Three classical economists of the late eighteenth and early nineteenth centuries described and explained these limitations: Adam Smith, David Ricardo, and Thomas Malthus. Although Smith and Ricardo had a great optimism about the benefits of industrialization, they recognized the limits imposed on economic growth by agricultural production. In his Wealth of Nations (1776), Adam Smith declares his enthusiasm for the effectiveness of the division of labor. In his famous parable of the production of nails, he explains the gains to be made from this innovation in the organization of production. Still, he recognizes that the division of labor as introduced in industrial production could not be applied in agriculture.2 In the early nineteenth century, David Ricardo, in his On the Principles of Political Economy and Taxation, presents the different angles of diminishing marginal returns (DMRs), which offers an additional explanation of the limits of agriculture production to the one posed by Smith.3 Ricardo assumes a fixed method of agricultural production, such that the condition of the land becomes the key variable in value.4 Ricardo explains that DMRs were among the causes that inhibited the further growth of economies at the time, and that DMRs also held true not only for food production, but for all sectors of the economy. He reasons that nearly all branches of production were based mainly on animal and vegetable raw materials that were a part of agriculture. Thomas Malthus’s argument of human demographic behavior (ca. 1803) was another compelling explanation, contending that traditional societies would always have poor people.5 In times of plenty, better nutrition would decrease mortality and, lustful as human beings were, they would raise fertility rates and eventually the additional labor supply would force wages back to the minimum subsistence level.
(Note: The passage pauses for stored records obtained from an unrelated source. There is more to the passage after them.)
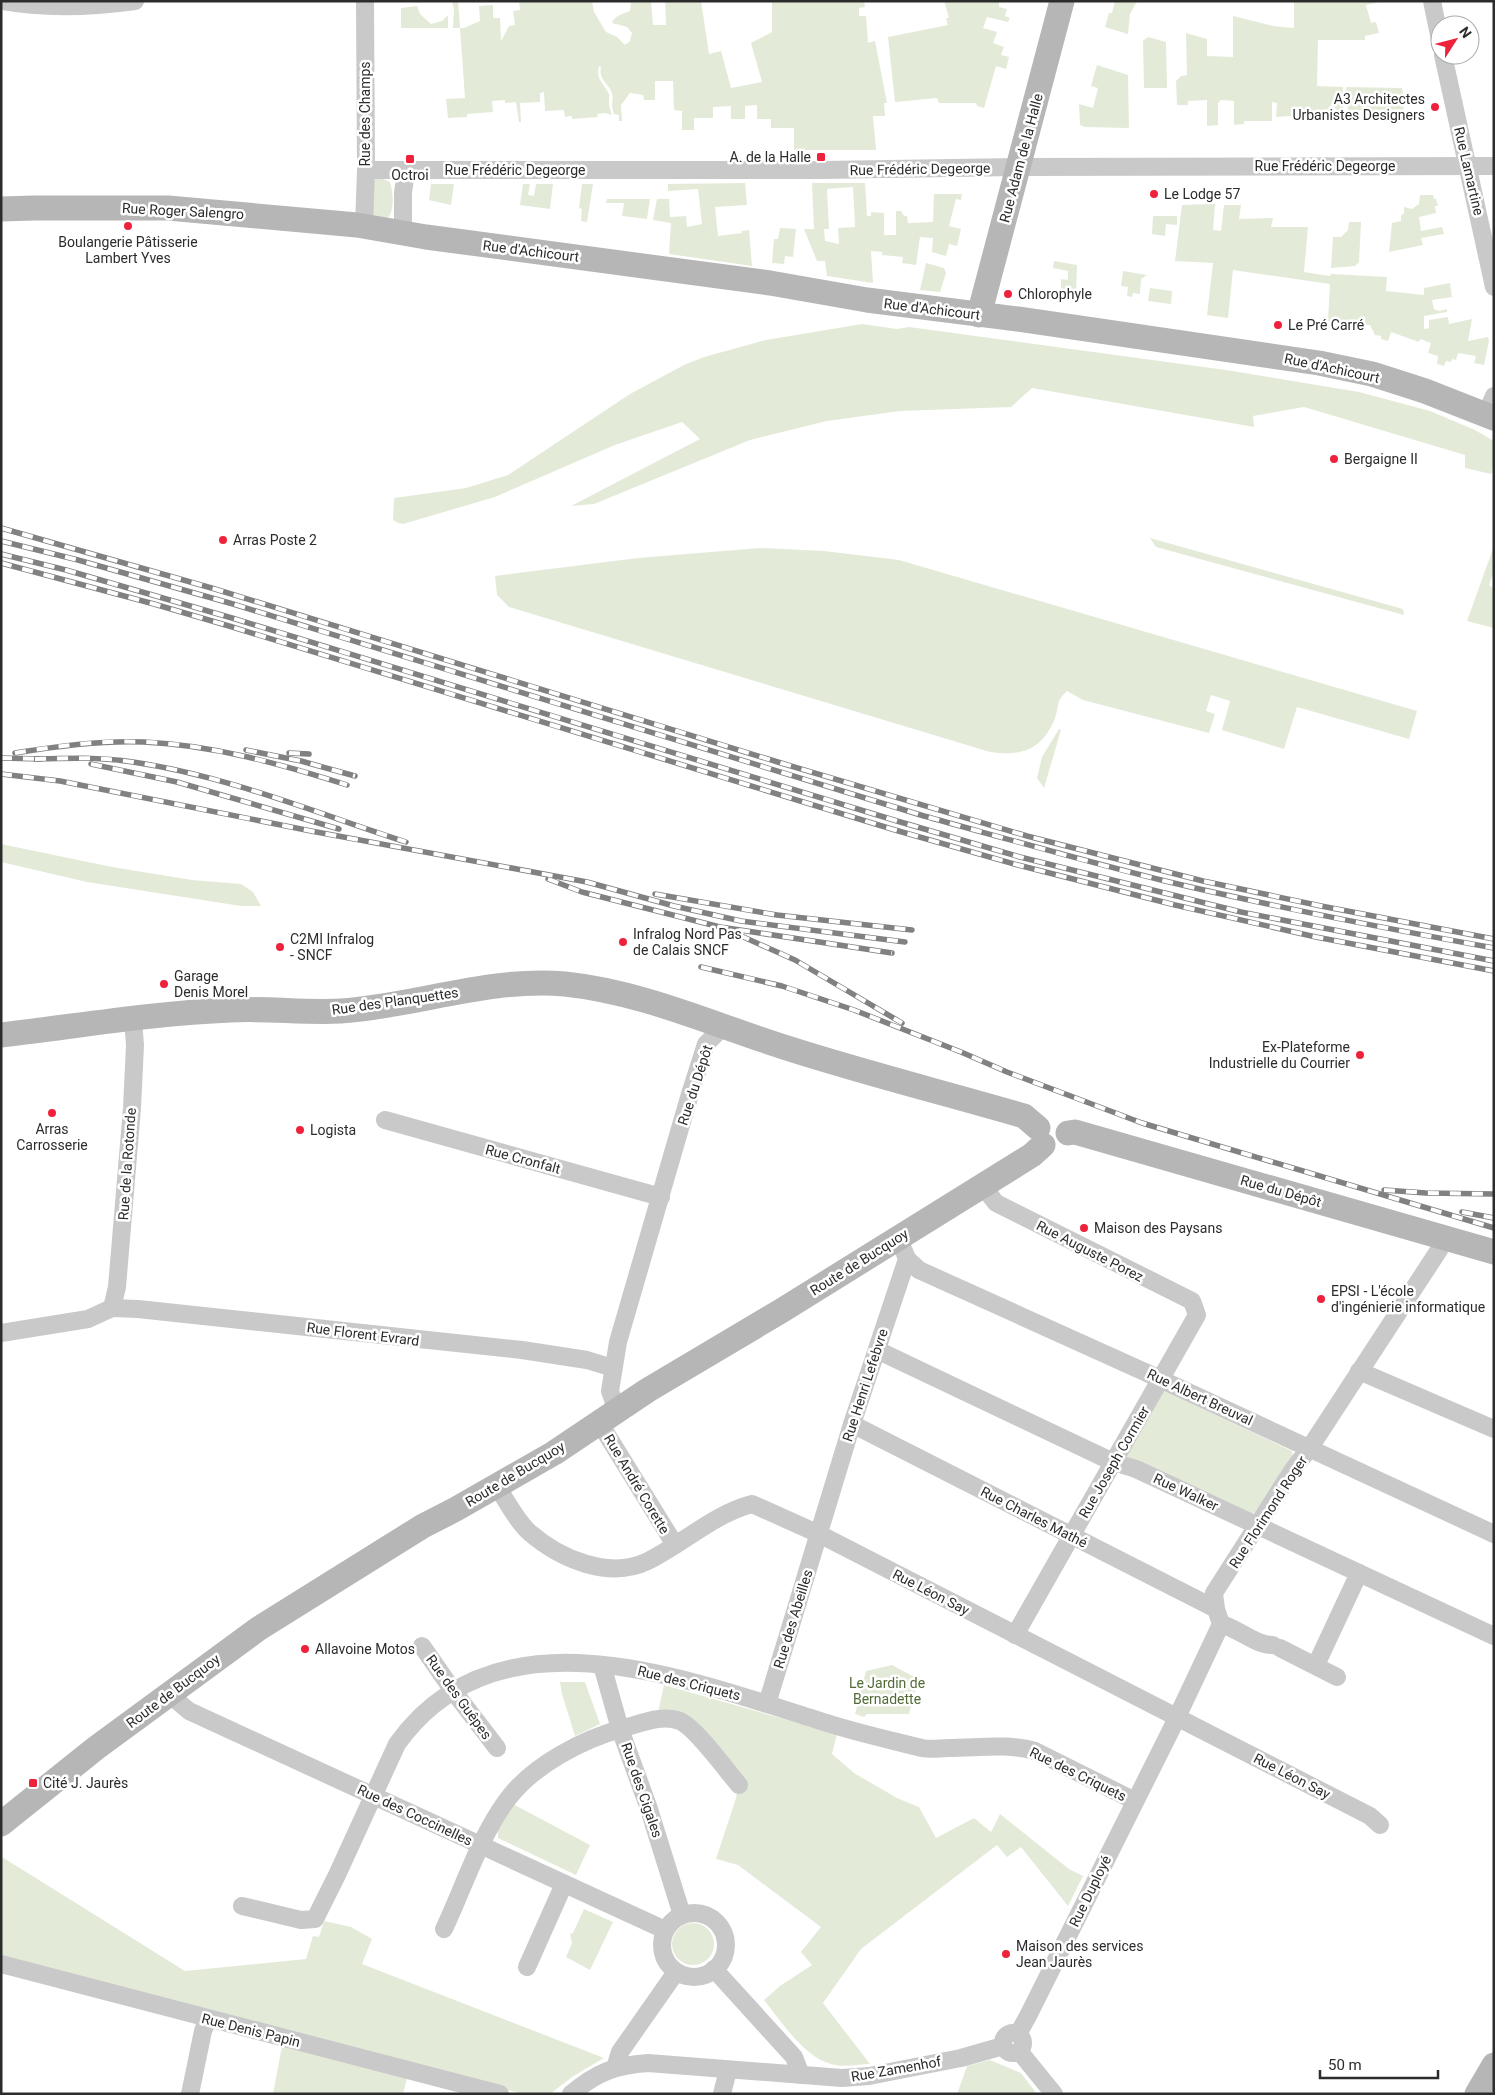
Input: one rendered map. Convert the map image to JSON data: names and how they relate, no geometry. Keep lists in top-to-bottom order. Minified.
{"streets":{"street":["Rue des Champs","Rue Adam de la Halle","Rue Frédéric Degeorge","Rue Lamartine","Rue Roger Salengro","Rue d'Achicourt","Rue des Planquettes","Rue du Dépôt","Rue Cronfalt","Rue de la Rotonde","Rue Auguste Porez","Route de Bucquoy","Rue Florent Evrard","Rue Henri Lefebvre","Rue Albert Breuval","Rue Joseph Cormier","Rue André Corette","Rue Walker","Rue Florimond Roger","Rue Charles Mathé","Rue Léon Say","Rue des Abeilles","Rue des Criquets","Rue des Guêpes","Rue des Cigales","Rue des Coccinelles","Rue Duployé","Rue Denis Papin","Rue Zamenhof"]},"crossings":[["Rue des Champs","Rue Frédéric Degeorge"],["Rue des Champs","Rue Roger Salengro"],["Rue des Champs","Rue d'Achicourt"],["Rue Adam de la Halle","Rue Frédéric Degeorge"],["Rue Adam de la Halle","Rue d'Achicourt"],["Rue Frédéric Degeorge","Rue Lamartine"],["Rue Roger Salengro","Rue d'Achicourt"],["Rue des Planquettes","Rue du Dépôt"],["Rue des Planquettes","Rue de la Rotonde"],["Rue du Dépôt","Rue Cronfalt"],["Rue du Dépôt","Route de Bucquoy"],["Rue du Dépôt","Rue Florent Evrard"],["Rue du Dépôt","Rue André Corette"],["Rue du Dépôt","Rue Florimond Roger"],["Rue de la Rotonde","Rue Florent Evrard"],["Rue Auguste Porez","Route de Bucquoy"],["Rue Auguste Porez","Rue Joseph Cormier"],["Route de Bucquoy","Rue Henri Lefebvre"],["Route de Bucquoy","Rue Albert Breuval"],["Route de Bucquoy","Rue André Corette"],["Route de Bucquoy","Rue Léon Say"],["Route de Bucquoy","Rue des Coccinelles"],["Rue Henri Lefebvre","Rue Albert Breuval"],["Rue Henri Lefebvre","Rue Walker"],["Rue Henri Lefebvre","Rue Charles Mathé"],["Rue Henri Lefebvre","Rue Léon Say"],["Rue Henri Lefebvre","Rue des Abeilles"],["Rue Albert Breuval","Rue Joseph Cormier"],["Rue Albert Breuval","Rue Florimond Roger"],["Rue Joseph Cormier","Rue Walker"],["Rue Joseph Cormier","Rue Charles Mathé"],["Rue Joseph Cormier","Rue Léon Say"],["Rue André Corette","Rue Léon Say"],["Rue Walker","Rue Florimond Roger"],["Rue Florimond Roger","Rue Charles Mathé"],["Rue Florimond Roger","Rue Léon Say"],["Rue Florimond Roger","Rue des Criquets"],["Rue Florimond Roger","Rue Duployé"],["Rue Léon Say","Rue des Abeilles"],["Rue des Abeilles","Rue des Criquets"],["Rue des Criquets","Rue des Guêpes"],["Rue des Criquets","Rue des Cigales"],["Rue des Criquets","Rue des Coccinelles"],["Rue des Criquets","Rue Duployé"],["Rue des Cigales","Rue des Coccinelles"],["Rue Duployé","Rue Zamenhof"]],"parks":["Le Jardin de Bernadette"],"places":{"other":["A3 Architectes Urbanistes Designers","Le Lodge 57","Boulangerie Pâtisserie Lambert Yves","Chlorophyle","Le Pré Carré","Bergaigne II","Arras Poste 2","Infralog Nord Pas de Calais SNCF","C2MI Infralog - SNCF","Garage Denis Morel","Ex-Plateforme Industrielle du Courrier","Arras Carrosserie","Logista","Maison des Paysans","EPSI - L'école d'ingénierie informatique","Allavoine Motos","Maison des services Jean Jaurès"],"transit":["A. de la Halle","Octroi","Cité J. Jaurès"]},"scale_bar":"50 m","north":"top right"}
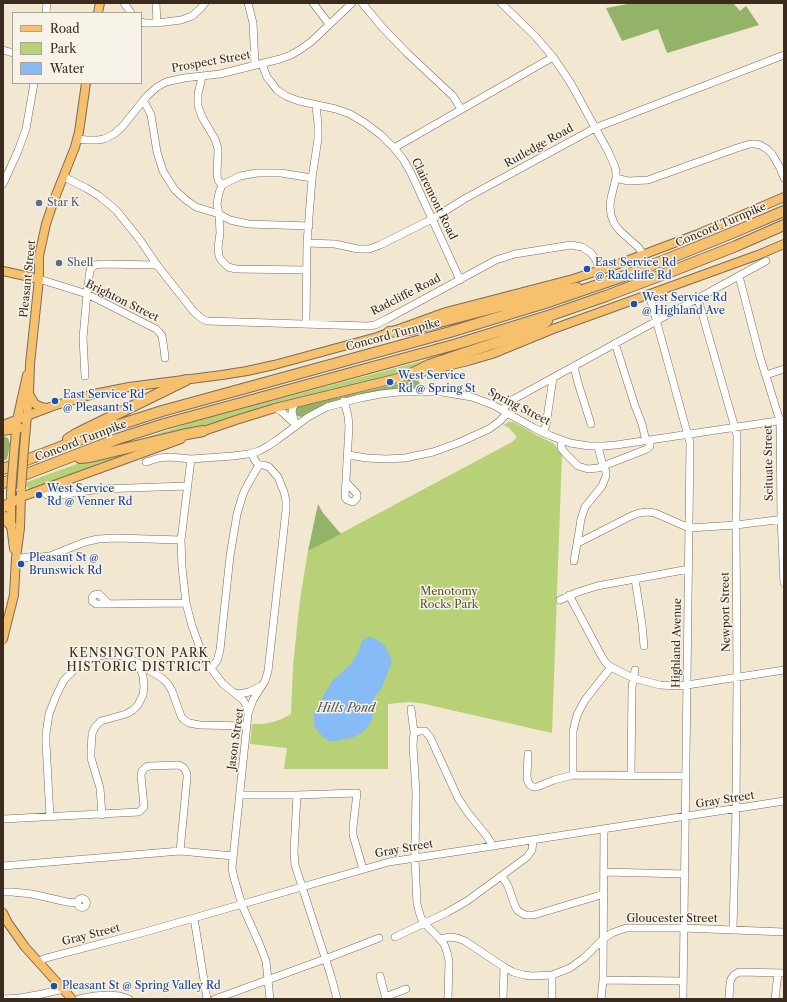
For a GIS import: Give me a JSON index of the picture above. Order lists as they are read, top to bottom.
{
  "streets": {
    "highway": ["Concord Turnpike"],
    "main road": ["Pleasant Street", "Brighton Street"],
    "street": [
      "Prospect Street",
      "Rutledge Road",
      "Clairemont Road",
      "Radcliffe Road",
      "Spring Street",
      "Scituate Street",
      "Newport Street",
      "Highland Avenue",
      "Jason Street",
      "Gray Street",
      "Gloucester Street"
    ]
  },
  "crossings": [
    ["Prospect Street", "Clairemont Road"],
    ["Prospect Street", "Pleasant Street"],
    ["Rutledge Road", "Clairemont Road"],
    ["Clairemont Road", "Radcliffe Road"],
    ["Concord Turnpike", "Pleasant Street"],
    ["Concord Turnpike", "Radcliffe Road"],
    ["Pleasant Street", "Brighton Street"],
    ["Spring Street", "Scituate Street"],
    ["Spring Street", "Newport Street"],
    ["Spring Street", "Highland Avenue"],
    ["Spring Street", "Jason Street"],
    ["Newport Street", "Gray Street"],
    ["Newport Street", "Gloucester Street"],
    ["Highland Avenue", "Gray Street"],
    ["Highland Avenue", "Gloucester Street"],
    ["Jason Street", "Gray Street"]
  ],
  "districts": ["KENSINGTON PARK HISTORIC DISTRICT"],
  "water": ["Hills Pond"],
  "parks": ["Menotomy Rocks Park"],
  "places": [
    "Star K",
    "Shell",
    "East Service Rd @ Radcliffe Rd",
    "West Service Rd @ Highland Ave",
    "West Service Rd @ Spring St",
    "East Service Rd @ Pleasant St",
    "West Service Rd @ Venner Rd",
    "Pleasant St @ Brunswick Rd",
    "Pleasant St @ Spring Valley Rd"
  ],
  "legend": ["Road", "Park", "Water"]
}
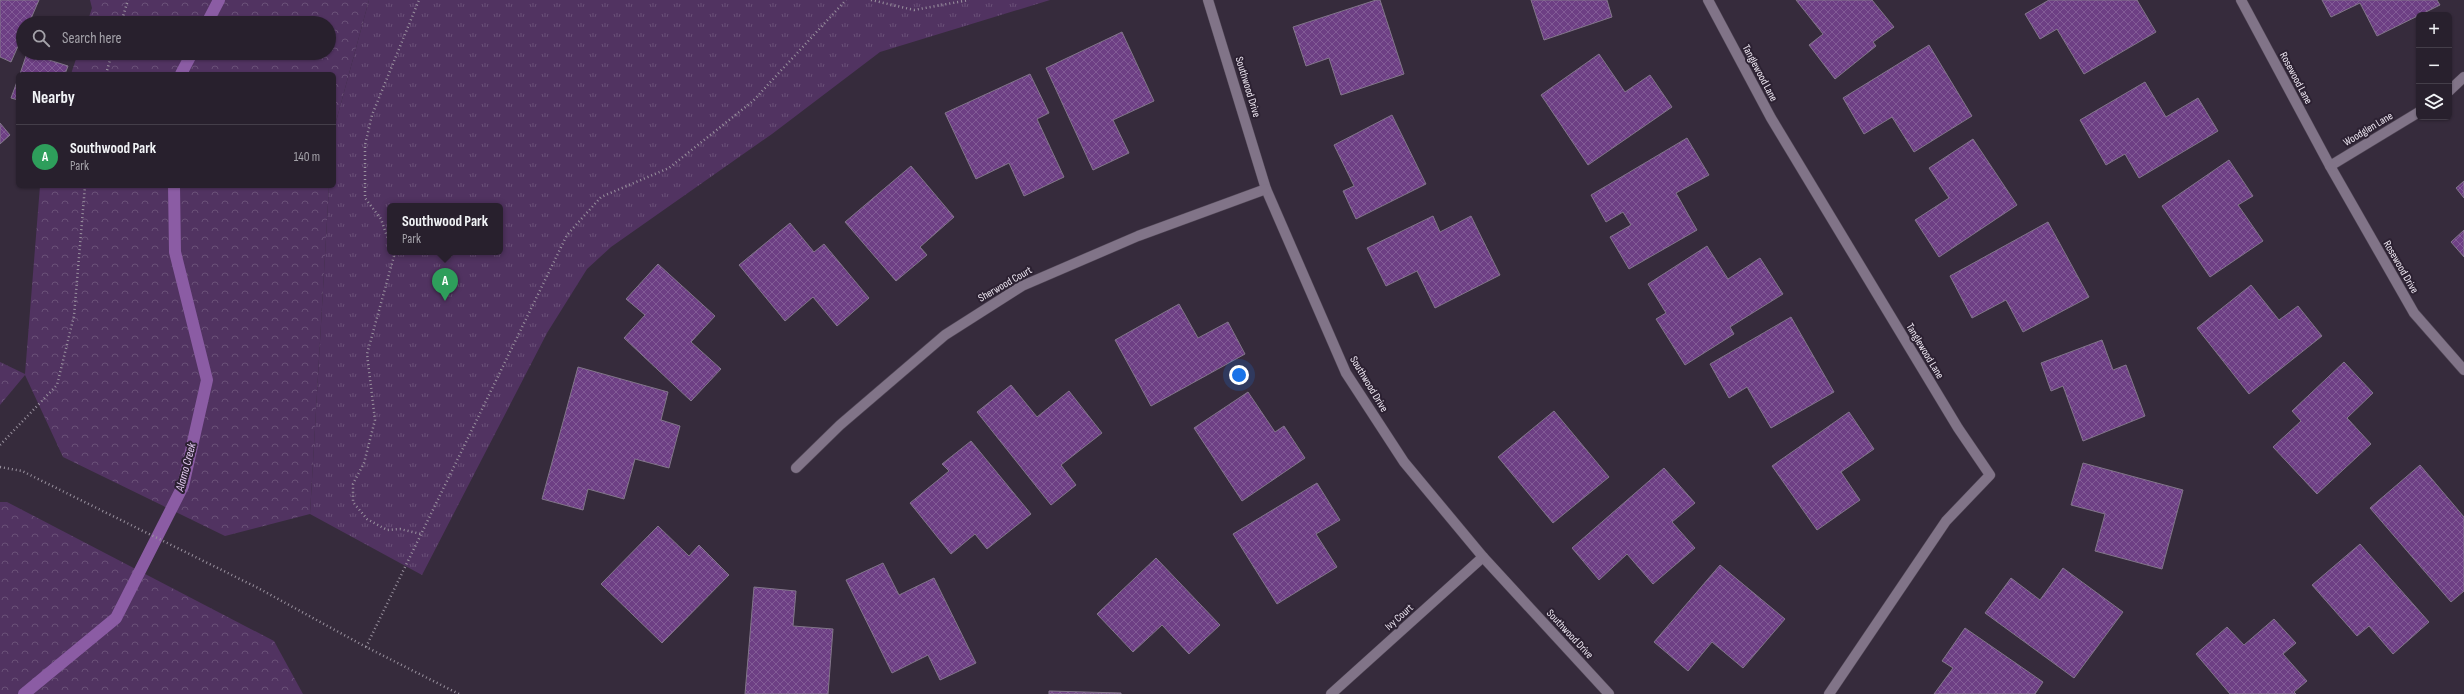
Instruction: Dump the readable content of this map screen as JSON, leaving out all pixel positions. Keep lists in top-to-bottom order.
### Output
{
  "streets": {
    "street": [
      "Tanglewood Lane",
      "Rosewood Lane",
      "Southwood Drive",
      "Woodglen Lane",
      "Rosewood Drive",
      "Sherwood Court",
      "Ivy Court"
    ]
  },
  "crossings": [
    ["Rosewood Lane", "Woodglen Lane"],
    ["Rosewood Lane", "Rosewood Drive"],
    ["Southwood Drive", "Sherwood Court"],
    ["Southwood Drive", "Ivy Court"],
    ["Woodglen Lane", "Rosewood Drive"]
  ],
  "water": ["Alamo Creek"],
  "page": {
    "map_buttons": ["+", "−"],
    "search": "Search here",
    "heading": "Nearby",
    "list": [
      {
        "mark": "A",
        "name": "Southwood Park",
        "note": "Park",
        "value": "140 m"
      }
    ],
    "popup": ["Southwood Park", "Park"],
    "pins": "A"
  }
}
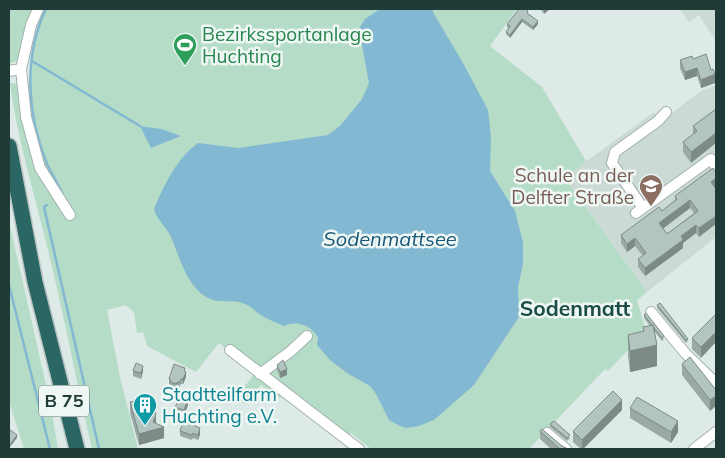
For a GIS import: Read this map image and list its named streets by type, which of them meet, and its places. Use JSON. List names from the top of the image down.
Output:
{
  "streets": {
    "highway": ["B 75"]
  },
  "districts": ["Sodenmatt"],
  "water": ["Sodenmattsee"],
  "places": {
    "sports": ["Bezirkssportanlage Huchting"],
    "school or university": ["Schule an der Delfter Straße"],
    "building": ["Stadtteilfarm Huchting e.V."]
  }
}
Decades later, the ideas of these three classical economists were put into question by technological innovations in agricultural production that would free economies from such barriers. The introduction of these innovations increased the production of agricultural goods while it required fewer people working in the fields. Fewer people working in the fields meant more people available to work in other sectors of the economy, such as the nascent industries. These changes resulted in a steady rise in real incomes for the economy in general. More wealth was created. Changes in the productivity of the economy resulted from innovations in agricultural technology and industrialization as much as from research and innovations in the fields of physics, chemistry, and biology that made it possible to develop technologies that increased the supply of energy available for production.6 In addition, despite the growing prosperity in the economy, fertility tended to decline in most Western societies. Alas, Malthus did not live long enough to see that the evolution of populations in the industrializing world did not match his argument on human demographic behavior.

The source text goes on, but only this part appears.